Exercise details: Please print the records below exactly as they are written.

--- START ---

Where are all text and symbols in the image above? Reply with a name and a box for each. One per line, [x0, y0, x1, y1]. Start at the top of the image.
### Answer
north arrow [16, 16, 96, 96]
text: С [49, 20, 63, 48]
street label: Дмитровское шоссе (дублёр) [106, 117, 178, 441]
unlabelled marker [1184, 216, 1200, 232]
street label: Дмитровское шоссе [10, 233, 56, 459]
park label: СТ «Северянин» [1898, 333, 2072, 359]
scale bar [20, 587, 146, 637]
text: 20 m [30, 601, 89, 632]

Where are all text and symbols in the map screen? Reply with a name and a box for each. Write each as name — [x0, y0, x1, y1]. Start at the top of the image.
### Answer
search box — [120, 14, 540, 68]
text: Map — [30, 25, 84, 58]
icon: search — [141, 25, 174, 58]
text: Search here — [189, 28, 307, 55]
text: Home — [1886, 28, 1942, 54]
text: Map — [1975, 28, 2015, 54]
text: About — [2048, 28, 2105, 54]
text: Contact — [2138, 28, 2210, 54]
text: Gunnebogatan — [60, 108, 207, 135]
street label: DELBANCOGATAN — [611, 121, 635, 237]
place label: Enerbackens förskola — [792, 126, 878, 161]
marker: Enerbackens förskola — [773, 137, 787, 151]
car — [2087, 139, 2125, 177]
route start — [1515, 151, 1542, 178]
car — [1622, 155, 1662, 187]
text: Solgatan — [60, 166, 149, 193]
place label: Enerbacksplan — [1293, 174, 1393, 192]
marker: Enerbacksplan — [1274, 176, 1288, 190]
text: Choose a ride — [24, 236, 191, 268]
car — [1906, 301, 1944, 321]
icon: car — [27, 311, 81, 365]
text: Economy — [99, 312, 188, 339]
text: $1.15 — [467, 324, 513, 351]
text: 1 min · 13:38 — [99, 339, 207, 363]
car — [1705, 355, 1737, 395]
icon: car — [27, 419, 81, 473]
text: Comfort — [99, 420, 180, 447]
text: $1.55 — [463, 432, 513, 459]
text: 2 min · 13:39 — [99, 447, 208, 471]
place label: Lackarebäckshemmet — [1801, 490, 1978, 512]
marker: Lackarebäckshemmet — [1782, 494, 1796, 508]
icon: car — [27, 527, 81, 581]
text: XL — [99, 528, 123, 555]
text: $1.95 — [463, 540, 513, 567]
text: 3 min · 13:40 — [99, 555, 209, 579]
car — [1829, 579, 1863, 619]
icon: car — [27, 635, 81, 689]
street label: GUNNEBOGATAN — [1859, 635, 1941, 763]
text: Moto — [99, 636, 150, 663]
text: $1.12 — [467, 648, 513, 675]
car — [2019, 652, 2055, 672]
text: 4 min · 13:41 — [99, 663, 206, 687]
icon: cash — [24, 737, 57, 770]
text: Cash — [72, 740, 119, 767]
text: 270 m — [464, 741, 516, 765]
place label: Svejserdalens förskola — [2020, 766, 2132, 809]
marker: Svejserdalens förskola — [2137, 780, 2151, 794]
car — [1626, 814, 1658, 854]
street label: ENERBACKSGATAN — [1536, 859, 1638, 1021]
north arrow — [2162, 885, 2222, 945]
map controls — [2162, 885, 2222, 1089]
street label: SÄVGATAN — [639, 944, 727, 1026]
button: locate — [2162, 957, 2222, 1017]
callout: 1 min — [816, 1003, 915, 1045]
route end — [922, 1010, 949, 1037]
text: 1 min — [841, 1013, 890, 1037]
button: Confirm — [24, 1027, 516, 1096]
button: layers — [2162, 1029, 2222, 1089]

--- END ---

Exercise answer:
Where are all text and symbols in the image above? Reply with a name and a box for each. One per line, [x0, y0, x1, y1]. Start at the top of the image.
### Answer
north arrow [16, 16, 96, 96]
text: С [49, 20, 63, 48]
street label: Дмитровское шоссе (дублёр) [106, 117, 178, 441]
unlabelled marker [1184, 216, 1200, 232]
street label: Дмитровское шоссе [10, 233, 56, 459]
park label: СТ «Северянин» [1898, 333, 2072, 359]
scale bar [20, 587, 146, 637]
text: 20 m [30, 601, 89, 632]

Where are all text and symbols in the map screen? Reply with a name and a box for each. Write each as name — [x0, y0, x1, y1]. Start at the top of the image.
### Answer
search box — [120, 14, 540, 68]
text: Map — [30, 25, 84, 58]
icon: search — [141, 25, 174, 58]
text: Search here — [189, 28, 307, 55]
text: Home — [1886, 28, 1942, 54]
text: Map — [1975, 28, 2015, 54]
text: About — [2048, 28, 2105, 54]
text: Contact — [2138, 28, 2210, 54]
text: Gunnebogatan — [60, 108, 207, 135]
street label: DELBANCOGATAN — [611, 121, 635, 237]
place label: Enerbackens förskola — [792, 126, 878, 161]
marker: Enerbackens förskola — [773, 137, 787, 151]
car — [2087, 139, 2125, 177]
route start — [1515, 151, 1542, 178]
car — [1622, 155, 1662, 187]
text: Solgatan — [60, 166, 149, 193]
place label: Enerbacksplan — [1293, 174, 1393, 192]
marker: Enerbacksplan — [1274, 176, 1288, 190]
text: Choose a ride — [24, 236, 191, 268]
car — [1906, 301, 1944, 321]
icon: car — [27, 311, 81, 365]
text: Economy — [99, 312, 188, 339]
text: $1.15 — [467, 324, 513, 351]
text: 1 min · 13:38 — [99, 339, 207, 363]
car — [1705, 355, 1737, 395]
icon: car — [27, 419, 81, 473]
text: Comfort — [99, 420, 180, 447]
text: $1.55 — [463, 432, 513, 459]
text: 2 min · 13:39 — [99, 447, 208, 471]
place label: Lackarebäckshemmet — [1801, 490, 1978, 512]
marker: Lackarebäckshemmet — [1782, 494, 1796, 508]
icon: car — [27, 527, 81, 581]
text: XL — [99, 528, 123, 555]
text: $1.95 — [463, 540, 513, 567]
text: 3 min · 13:40 — [99, 555, 209, 579]
car — [1829, 579, 1863, 619]
icon: car — [27, 635, 81, 689]
street label: GUNNEBOGATAN — [1859, 635, 1941, 763]
text: Moto — [99, 636, 150, 663]
text: $1.12 — [467, 648, 513, 675]
car — [2019, 652, 2055, 672]
text: 4 min · 13:41 — [99, 663, 206, 687]
icon: cash — [24, 737, 57, 770]
text: Cash — [72, 740, 119, 767]
text: 270 m — [464, 741, 516, 765]
place label: Svejserdalens förskola — [2020, 766, 2132, 809]
marker: Svejserdalens förskola — [2137, 780, 2151, 794]
car — [1626, 814, 1658, 854]
street label: ENERBACKSGATAN — [1536, 859, 1638, 1021]
north arrow — [2162, 885, 2222, 945]
map controls — [2162, 885, 2222, 1089]
street label: SÄVGATAN — [639, 944, 727, 1026]
button: locate — [2162, 957, 2222, 1017]
callout: 1 min — [816, 1003, 915, 1045]
route end — [922, 1010, 949, 1037]
text: 1 min — [841, 1013, 890, 1037]
button: Confirm — [24, 1027, 516, 1096]
button: layers — [2162, 1029, 2222, 1089]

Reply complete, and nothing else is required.